NMR at temperatures reaching the cryogenic region

See our latest NMR measurements carried out at temperatures as low as 9 K (cryogenic range). Such temperatures are needed to reveal the full set of details on Li ion hopping and spin-relaxation in argyrodite-type solid electrolytes. Great collaboration with W. Zeier's group from Münster University, Germany. Link to the Chem. Mater. paper.

  Li Motions Made Visible

Phase Transitions and Ion Transport in Lithium Iron Phosphate by Atomic-Scale Analysis to Elucidate Insertionand Extraction Processes in Li-Ion Batteries: Our new study shows systematical tracking of lithium ions within their respective channels and unveils the phase distribution within individual LFP crystallites not only quantitatively but also at unprecedented atomic-level resolution. Great collaboration between Ilie Hanzu and the team at Felmi, link to the paper in Adv. Energy Mater. (2024).

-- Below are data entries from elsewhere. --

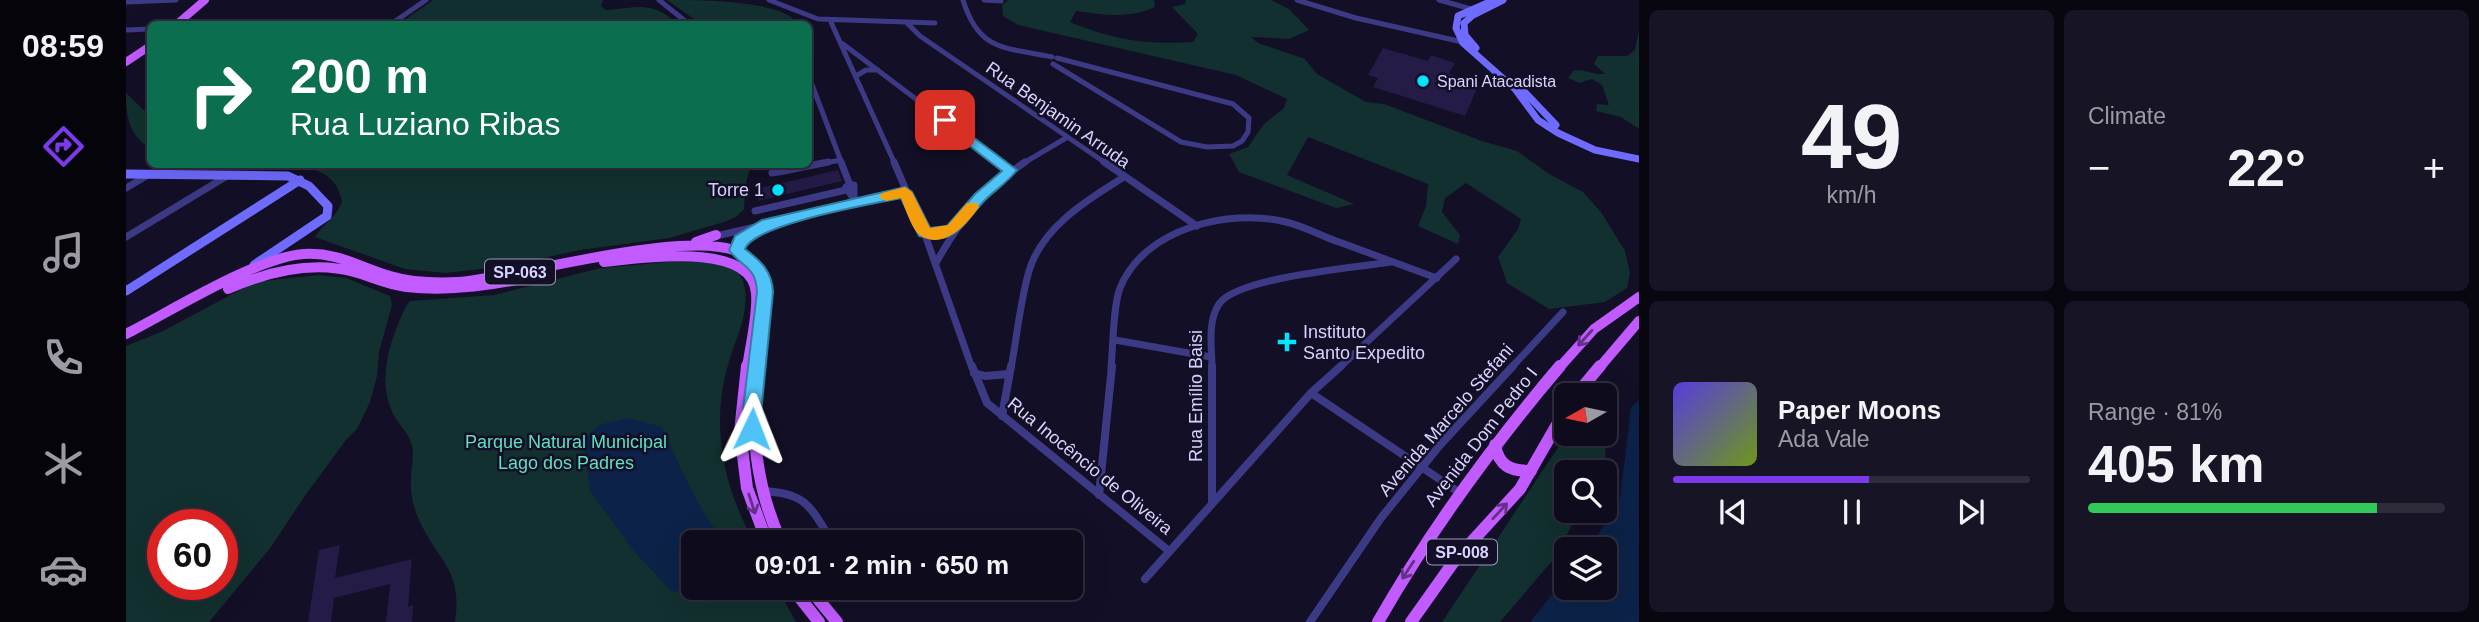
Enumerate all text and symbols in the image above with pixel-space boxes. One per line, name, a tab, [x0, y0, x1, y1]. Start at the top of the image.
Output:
text: 08:59	[22, 28, 104, 64]
icon: right	[175, 49, 266, 140]
text: 200 m	[290, 49, 429, 103]
street label: Rua Benjamin Arruda	[982, 58, 1135, 173]
marker: Spani Atacadista	[1415, 73, 1431, 89]
place label: Spani Atacadista	[1437, 73, 1556, 90]
text: 49	[1801, 86, 1902, 187]
pin	[915, 90, 975, 150]
icon: arrive	[926, 101, 964, 139]
text: Climate	[2088, 103, 2166, 129]
text: Rua Luziano Ribas	[290, 106, 560, 142]
icon: directions	[39, 122, 88, 171]
text: 22°	[2227, 139, 2306, 197]
text: −	[2088, 147, 2110, 189]
text: +	[2423, 147, 2445, 189]
place label: Torre 1	[708, 180, 764, 200]
marker: Torre 1	[770, 182, 786, 198]
text: km/h	[1827, 182, 1876, 208]
icon: music	[39, 228, 88, 277]
road number: SP-063	[485, 260, 555, 284]
place label: Instituto Santo Expedito	[1303, 322, 1425, 363]
one-way arrow	[1577, 329, 1594, 346]
street label: Rua Emílio Baisi	[1186, 330, 1206, 462]
marker: Instituto Santo Expedito	[1277, 332, 1297, 352]
icon: phone	[39, 333, 88, 382]
street label: Avenida Marcelo Stefani	[1375, 340, 1517, 500]
street label: Avenida Dom Pedro I	[1421, 364, 1541, 510]
north arrow	[1554, 383, 1617, 446]
map controls	[1554, 383, 1617, 600]
position arrow	[715, 392, 789, 466]
street label: Rua Inocêncio de Oliveira	[1004, 393, 1177, 539]
text: Paper Moons	[1778, 395, 1941, 425]
text: Range · 81%	[2088, 399, 2222, 425]
text: Ada Vale	[1778, 426, 1870, 452]
park label: Parque Natural Municipal Lago dos Padres	[465, 432, 667, 473]
text: 405 km	[2088, 435, 2264, 493]
icon: climate	[39, 439, 88, 488]
button: search	[1554, 460, 1617, 523]
one-way arrow	[747, 492, 759, 514]
icon: previous	[1714, 493, 1752, 531]
icon: pause	[1833, 493, 1871, 531]
icon: next	[1952, 493, 1990, 531]
one-way arrow	[1492, 502, 1508, 520]
speed limit sign: 60	[147, 509, 238, 600]
button: layers	[1554, 537, 1617, 600]
road number: SP-008	[1427, 540, 1497, 565]
icon: car	[39, 545, 88, 594]
text: 09:01 · 2 min · 650 m	[755, 550, 1009, 580]
one-way arrow	[1400, 560, 1415, 579]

  Mixed Conducting Interfaces in Batteries

MCI formation in LATP-based solid electrolytes: Read Thomas Scheiber's latest results on mixed ionic-electronic conductivities in phosphates, a topic which in general is rising. Ionic and Electronic Conduction of the Mixed Conducting Interphase in All-Solid-State Batteries: Lithiated Li_1.3Al_0.3Ti_1.7(PO₄)₃ as a Case Study, T. Scheiber, B. Gadermaier, M. Finsgar, H. M. R. Wilkening, Adv. Funct. Mater., 2404562 (2024).

  Guest lecture by Prof. Egon Pavlica

At the invitation of Prof. G. Trimmel, Prof. Egon Pavlica (University of Nova Gorica, Slovenia) will give a talk entitled "Charge transport in multilayered random networks of 2D material flakes and organic mesocrystals" on June 19^th.

Abstract: Solution processable two-dimensional materials have great potential in the application of printed electronic elements. Typically their electrical properties like e.g. charge mobility of this randomly oriented network of flakes is significantly lower than in a single flake of the same material. Our recent  success was obtained with randomly oriented Ti₃C₂ MXene flakes. The results of time-of-flight photoconductivity measurements confirm electron transport with mobilities above 270 cm²/Vs, which is substantially higher than previously reported field-effect mobility, which was below 10 cm²/Vs. Mobility was increasing with electric field - characteristic to disordered materials. The extrapolated zero-field mobility of 38 ± 15 cm²/Vs reaches values measured in single Ti₃C₂T_x MXene flakes (34 cm²/Vs). We suggest that this is a consequence of precise MXene exfoliation and efficient deposition process. The exfoliation yielded flakes with the largest dimensions on the order of several microns. The deposition of the layers resulted in up to 6-layer-thick film of interconnected randomly oriented flakes. We demonstrate that the transport through such randomly connected percolation network can be characterized as charge transport through crystalline flakes, perturbed by trapping in the localized states, residing at the interfaces between the flakes. The former process results in high charge mobility, the latter results in a low charge carrier mobility. This duality is likely to be responsible for relatively high values of TOFP-measured charge carrier mobility. These results also suggest that charge trapping at the dielectric interface becomes less important when the charge carriers are transported through several pristine MXene layers above and away from the dielectric interface as in our TOFP experiments. This results in overall higher observed charge carrier mobility. On the other side, the charge carrier mobility exhibits positive dependence on the electric field of the Poole-Frenkel type, which is typical for disordered material. This behavior seems to be pertinent to a multilayered network of randomly distributed flakes with an interfacial electronic structure, which does not suppress the charge transport, but it represents a bypass to improved charge carrier transport. Similar behavior is observed in mm-sized mesocrystals of semiconductor polymers.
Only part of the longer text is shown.